PROBLEM TO WORK ON: Using the data that follows, give the number of lines in which the word "direction" occurs. Write only the number.

GIVEN RECORDS:
::::::
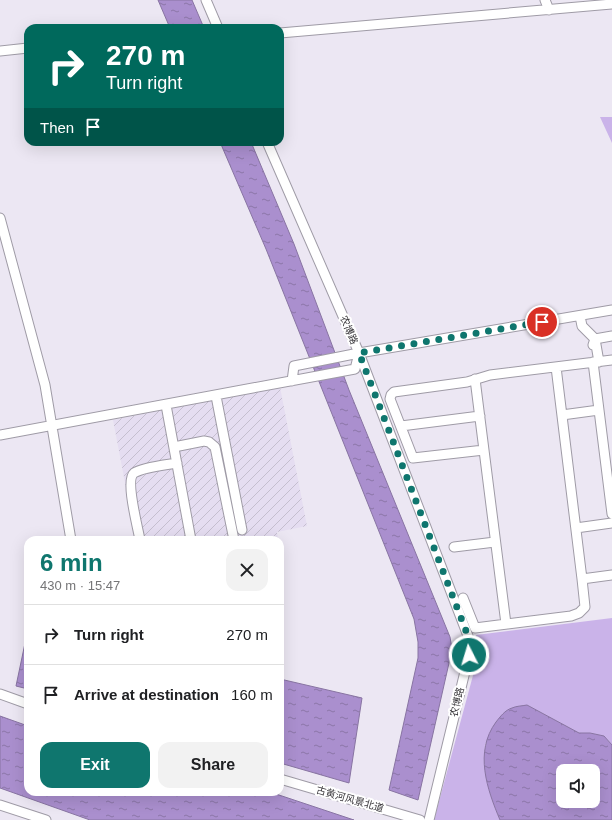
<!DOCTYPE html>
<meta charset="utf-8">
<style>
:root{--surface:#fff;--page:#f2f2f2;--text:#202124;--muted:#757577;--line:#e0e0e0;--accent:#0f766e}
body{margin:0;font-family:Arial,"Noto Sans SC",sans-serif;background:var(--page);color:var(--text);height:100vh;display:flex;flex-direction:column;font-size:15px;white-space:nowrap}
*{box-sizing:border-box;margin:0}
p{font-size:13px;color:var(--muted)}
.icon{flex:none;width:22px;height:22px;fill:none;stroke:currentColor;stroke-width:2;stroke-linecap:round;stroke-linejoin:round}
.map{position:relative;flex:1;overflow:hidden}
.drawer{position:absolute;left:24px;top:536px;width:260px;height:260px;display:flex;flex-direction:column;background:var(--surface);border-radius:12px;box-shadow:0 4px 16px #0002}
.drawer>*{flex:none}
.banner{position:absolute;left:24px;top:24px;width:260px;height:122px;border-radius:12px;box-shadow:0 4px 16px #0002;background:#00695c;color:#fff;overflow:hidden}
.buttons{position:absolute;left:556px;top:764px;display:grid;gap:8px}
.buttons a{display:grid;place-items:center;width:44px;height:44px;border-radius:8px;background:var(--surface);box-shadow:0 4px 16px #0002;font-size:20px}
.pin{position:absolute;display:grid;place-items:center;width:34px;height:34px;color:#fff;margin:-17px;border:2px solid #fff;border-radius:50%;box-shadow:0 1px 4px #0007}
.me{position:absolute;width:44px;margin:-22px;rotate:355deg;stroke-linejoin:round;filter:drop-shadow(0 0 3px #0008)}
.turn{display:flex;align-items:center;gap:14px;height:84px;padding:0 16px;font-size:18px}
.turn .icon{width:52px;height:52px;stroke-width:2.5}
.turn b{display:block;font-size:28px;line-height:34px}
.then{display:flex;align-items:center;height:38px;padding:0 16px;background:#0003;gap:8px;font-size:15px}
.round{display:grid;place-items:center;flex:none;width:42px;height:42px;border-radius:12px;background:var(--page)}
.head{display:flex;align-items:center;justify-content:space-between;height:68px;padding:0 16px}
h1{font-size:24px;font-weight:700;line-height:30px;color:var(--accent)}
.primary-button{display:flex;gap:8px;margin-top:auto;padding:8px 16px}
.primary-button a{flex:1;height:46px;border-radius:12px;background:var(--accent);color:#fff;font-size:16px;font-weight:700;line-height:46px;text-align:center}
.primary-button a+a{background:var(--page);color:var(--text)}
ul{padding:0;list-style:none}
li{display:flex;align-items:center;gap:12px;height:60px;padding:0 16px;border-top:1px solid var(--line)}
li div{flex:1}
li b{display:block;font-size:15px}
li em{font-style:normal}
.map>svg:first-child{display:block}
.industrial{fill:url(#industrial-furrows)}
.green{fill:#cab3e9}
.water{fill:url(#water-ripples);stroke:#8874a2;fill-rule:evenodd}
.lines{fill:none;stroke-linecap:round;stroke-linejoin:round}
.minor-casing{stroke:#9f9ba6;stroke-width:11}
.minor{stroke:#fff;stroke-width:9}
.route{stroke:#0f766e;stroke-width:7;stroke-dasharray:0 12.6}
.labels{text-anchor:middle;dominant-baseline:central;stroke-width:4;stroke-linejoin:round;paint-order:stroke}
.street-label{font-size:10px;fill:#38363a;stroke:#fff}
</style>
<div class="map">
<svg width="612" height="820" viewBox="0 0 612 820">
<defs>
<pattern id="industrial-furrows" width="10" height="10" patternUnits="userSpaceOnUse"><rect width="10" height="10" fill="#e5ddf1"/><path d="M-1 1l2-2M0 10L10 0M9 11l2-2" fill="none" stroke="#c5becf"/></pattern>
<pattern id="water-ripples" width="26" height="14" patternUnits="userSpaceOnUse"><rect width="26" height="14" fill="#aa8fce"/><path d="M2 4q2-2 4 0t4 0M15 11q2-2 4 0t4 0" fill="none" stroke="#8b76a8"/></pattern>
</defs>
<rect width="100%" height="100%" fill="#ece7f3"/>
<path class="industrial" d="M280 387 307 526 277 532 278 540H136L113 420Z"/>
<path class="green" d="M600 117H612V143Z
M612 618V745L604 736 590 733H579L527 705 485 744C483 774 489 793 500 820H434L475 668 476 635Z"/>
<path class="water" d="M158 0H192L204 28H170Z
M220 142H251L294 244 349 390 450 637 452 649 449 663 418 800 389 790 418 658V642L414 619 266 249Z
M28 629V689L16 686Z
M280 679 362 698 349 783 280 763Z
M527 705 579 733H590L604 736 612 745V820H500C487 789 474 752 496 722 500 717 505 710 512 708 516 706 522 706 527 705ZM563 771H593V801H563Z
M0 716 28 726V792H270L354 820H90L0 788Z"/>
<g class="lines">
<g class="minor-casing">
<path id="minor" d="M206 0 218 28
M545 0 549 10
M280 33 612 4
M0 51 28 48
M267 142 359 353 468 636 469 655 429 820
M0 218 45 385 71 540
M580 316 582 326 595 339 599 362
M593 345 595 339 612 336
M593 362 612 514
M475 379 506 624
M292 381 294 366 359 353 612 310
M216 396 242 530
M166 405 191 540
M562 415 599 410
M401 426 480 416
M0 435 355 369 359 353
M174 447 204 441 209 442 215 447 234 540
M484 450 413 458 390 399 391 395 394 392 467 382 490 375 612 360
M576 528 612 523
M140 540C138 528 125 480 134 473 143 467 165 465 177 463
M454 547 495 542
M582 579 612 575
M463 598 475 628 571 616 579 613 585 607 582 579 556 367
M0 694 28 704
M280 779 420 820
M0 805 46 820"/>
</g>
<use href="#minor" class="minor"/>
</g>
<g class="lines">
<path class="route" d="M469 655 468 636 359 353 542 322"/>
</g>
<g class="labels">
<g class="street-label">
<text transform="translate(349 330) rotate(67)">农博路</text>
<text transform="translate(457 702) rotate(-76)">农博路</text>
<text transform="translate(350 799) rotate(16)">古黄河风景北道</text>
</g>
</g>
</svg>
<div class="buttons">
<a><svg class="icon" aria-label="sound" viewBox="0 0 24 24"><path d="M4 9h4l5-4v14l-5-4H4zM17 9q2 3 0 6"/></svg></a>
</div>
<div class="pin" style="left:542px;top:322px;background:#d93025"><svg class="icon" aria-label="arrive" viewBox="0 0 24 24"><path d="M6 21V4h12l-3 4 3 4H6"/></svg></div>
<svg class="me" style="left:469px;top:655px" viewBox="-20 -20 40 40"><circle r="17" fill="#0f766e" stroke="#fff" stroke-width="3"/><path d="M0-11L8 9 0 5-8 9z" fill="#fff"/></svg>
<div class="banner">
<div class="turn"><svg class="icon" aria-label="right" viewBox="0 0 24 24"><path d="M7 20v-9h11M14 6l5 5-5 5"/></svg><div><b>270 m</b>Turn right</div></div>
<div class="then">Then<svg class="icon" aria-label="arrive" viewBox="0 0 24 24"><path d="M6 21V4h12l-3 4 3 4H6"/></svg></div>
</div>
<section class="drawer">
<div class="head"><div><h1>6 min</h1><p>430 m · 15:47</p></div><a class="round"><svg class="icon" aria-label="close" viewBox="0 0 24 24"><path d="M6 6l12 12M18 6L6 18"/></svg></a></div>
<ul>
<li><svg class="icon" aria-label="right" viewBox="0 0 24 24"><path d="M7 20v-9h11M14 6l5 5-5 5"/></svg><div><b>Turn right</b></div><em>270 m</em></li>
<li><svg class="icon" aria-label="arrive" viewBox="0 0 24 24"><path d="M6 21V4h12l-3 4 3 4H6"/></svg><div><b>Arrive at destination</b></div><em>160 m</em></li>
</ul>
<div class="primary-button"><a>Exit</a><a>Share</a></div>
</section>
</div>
::::::
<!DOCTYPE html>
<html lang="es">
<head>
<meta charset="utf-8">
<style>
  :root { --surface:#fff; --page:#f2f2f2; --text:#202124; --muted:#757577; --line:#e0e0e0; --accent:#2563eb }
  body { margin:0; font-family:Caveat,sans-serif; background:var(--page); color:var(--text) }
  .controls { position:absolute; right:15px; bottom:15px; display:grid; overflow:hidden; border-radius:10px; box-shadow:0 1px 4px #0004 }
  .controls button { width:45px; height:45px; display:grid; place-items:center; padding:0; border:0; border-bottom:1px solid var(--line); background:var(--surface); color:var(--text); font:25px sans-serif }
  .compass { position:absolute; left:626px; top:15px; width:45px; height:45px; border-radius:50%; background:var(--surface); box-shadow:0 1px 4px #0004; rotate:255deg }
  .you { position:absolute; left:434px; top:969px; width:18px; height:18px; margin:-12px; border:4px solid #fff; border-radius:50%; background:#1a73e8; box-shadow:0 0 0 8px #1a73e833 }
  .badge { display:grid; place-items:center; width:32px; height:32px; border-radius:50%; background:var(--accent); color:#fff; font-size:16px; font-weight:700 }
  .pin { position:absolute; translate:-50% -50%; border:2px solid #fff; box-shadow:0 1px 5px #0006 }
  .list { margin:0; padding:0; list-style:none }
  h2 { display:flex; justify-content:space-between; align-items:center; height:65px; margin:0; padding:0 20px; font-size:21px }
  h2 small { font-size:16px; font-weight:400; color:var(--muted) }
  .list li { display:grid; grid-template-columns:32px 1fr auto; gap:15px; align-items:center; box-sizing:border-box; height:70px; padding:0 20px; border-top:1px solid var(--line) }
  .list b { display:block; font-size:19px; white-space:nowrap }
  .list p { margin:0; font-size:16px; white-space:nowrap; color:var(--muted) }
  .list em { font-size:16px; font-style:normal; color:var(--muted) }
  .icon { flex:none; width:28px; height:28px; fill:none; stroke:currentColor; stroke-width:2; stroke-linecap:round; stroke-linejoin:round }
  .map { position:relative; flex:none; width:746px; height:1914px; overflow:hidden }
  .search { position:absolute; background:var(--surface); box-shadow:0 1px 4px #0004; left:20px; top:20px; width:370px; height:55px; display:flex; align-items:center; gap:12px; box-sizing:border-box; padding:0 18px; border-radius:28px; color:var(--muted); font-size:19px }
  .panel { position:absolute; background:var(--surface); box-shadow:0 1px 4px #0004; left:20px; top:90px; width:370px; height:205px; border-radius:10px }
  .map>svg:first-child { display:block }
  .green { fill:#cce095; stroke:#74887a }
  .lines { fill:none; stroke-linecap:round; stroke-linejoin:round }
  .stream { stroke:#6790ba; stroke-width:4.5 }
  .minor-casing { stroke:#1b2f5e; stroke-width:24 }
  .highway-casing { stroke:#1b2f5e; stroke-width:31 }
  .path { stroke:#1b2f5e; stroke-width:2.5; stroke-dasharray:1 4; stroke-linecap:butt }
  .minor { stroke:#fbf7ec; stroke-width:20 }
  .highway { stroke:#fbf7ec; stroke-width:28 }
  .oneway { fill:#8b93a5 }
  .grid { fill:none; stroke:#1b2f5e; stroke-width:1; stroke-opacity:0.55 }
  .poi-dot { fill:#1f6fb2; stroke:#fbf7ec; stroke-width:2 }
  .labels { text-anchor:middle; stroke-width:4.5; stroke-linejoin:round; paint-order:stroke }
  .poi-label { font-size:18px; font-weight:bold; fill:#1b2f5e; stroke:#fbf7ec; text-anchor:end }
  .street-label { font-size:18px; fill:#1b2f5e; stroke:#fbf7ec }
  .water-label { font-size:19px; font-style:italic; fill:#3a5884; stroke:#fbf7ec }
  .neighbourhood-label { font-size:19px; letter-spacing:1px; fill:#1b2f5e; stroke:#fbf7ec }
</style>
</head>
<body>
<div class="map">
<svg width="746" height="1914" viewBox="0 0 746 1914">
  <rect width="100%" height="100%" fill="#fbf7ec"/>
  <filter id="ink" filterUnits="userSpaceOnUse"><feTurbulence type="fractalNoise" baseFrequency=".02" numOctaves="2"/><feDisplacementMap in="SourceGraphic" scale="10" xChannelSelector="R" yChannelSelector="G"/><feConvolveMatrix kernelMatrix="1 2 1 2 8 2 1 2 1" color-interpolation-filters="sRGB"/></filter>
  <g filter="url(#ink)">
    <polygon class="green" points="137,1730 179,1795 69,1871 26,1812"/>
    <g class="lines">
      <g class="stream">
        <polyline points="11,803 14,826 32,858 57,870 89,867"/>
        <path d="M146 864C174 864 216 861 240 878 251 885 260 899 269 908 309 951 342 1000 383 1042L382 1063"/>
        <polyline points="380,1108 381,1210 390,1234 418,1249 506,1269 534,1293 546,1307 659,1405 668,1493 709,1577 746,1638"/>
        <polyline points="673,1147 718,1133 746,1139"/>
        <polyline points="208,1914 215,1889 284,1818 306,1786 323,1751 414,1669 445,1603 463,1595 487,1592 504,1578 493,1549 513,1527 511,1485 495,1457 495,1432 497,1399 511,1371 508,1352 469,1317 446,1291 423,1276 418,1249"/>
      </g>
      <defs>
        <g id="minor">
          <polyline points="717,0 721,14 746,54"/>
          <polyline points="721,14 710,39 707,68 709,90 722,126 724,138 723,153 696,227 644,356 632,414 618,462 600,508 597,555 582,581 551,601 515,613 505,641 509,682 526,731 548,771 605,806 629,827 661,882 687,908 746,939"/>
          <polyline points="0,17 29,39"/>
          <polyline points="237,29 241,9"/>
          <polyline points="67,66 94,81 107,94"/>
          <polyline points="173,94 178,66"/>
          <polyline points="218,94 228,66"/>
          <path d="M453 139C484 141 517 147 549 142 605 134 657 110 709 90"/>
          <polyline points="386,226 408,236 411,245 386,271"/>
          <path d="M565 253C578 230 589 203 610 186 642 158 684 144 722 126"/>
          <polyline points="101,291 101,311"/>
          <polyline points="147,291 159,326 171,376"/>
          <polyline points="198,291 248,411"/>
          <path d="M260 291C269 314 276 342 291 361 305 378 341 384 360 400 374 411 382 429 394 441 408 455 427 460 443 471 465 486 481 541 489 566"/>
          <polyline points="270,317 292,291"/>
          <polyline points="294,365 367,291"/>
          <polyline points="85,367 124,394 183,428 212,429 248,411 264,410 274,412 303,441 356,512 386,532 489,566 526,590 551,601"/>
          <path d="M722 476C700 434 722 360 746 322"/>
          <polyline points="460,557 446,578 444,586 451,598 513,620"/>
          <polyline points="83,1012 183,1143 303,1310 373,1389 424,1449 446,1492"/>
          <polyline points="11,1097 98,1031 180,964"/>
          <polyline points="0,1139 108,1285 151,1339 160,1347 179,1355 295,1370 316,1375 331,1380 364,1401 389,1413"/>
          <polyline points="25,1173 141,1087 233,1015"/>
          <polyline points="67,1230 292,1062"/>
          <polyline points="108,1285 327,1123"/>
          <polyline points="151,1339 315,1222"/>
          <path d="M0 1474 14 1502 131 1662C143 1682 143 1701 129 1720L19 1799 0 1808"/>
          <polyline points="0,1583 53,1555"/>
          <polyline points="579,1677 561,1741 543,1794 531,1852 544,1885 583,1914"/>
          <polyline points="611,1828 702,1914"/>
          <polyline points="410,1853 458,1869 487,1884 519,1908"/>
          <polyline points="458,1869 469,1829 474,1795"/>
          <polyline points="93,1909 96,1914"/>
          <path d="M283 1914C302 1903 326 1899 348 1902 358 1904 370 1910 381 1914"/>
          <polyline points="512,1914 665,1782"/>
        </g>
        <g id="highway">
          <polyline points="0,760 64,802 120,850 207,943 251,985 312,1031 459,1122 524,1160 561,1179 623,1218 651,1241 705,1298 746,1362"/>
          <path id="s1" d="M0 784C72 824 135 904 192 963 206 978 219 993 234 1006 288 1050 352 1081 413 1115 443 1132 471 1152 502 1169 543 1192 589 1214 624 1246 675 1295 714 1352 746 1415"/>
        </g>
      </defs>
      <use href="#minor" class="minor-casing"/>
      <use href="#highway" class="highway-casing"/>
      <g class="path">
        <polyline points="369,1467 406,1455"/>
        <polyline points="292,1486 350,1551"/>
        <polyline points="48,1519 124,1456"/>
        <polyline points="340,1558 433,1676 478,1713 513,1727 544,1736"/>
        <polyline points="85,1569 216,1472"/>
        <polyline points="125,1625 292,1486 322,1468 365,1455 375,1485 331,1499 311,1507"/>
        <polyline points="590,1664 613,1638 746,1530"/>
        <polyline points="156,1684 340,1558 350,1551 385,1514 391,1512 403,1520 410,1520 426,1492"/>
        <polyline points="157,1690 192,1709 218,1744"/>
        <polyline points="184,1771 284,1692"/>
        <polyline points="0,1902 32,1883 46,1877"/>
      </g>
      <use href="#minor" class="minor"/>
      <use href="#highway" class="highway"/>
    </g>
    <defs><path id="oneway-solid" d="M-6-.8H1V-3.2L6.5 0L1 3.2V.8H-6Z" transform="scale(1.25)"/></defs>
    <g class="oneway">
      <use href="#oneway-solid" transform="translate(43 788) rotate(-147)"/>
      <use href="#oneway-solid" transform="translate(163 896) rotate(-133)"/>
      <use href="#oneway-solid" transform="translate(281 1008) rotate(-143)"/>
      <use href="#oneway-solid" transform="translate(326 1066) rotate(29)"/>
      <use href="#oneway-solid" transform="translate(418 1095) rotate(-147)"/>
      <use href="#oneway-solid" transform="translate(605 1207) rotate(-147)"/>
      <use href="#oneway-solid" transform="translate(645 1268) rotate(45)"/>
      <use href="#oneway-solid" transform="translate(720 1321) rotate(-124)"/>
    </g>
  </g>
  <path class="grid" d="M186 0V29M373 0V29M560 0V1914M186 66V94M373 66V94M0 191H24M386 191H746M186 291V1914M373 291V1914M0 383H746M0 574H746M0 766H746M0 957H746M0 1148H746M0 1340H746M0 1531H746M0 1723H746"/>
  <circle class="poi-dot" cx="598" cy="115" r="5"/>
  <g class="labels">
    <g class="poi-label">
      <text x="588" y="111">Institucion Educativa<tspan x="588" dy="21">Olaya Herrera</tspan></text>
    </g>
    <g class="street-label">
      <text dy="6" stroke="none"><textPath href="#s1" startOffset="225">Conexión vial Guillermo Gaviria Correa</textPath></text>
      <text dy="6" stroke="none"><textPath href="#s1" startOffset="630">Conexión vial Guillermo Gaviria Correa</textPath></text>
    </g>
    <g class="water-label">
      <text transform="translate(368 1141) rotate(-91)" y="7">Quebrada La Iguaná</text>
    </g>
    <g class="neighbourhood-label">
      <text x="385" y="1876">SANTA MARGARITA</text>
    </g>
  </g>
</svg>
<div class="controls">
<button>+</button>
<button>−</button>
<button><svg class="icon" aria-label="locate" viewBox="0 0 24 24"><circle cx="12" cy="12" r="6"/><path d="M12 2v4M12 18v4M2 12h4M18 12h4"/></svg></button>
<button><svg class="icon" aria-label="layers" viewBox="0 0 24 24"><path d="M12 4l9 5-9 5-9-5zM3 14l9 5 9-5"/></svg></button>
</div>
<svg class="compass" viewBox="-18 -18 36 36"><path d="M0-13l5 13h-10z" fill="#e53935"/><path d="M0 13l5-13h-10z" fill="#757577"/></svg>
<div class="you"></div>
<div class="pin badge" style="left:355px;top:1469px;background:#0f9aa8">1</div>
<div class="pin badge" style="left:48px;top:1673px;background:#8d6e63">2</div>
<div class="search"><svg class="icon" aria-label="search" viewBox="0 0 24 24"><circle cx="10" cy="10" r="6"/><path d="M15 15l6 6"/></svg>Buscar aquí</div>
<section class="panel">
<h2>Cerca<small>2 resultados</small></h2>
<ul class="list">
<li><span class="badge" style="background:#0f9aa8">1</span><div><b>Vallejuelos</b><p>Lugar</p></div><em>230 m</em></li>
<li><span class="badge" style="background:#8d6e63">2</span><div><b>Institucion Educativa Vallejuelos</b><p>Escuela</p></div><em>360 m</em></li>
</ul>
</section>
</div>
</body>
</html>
::::::
FINAL ANSWER: 2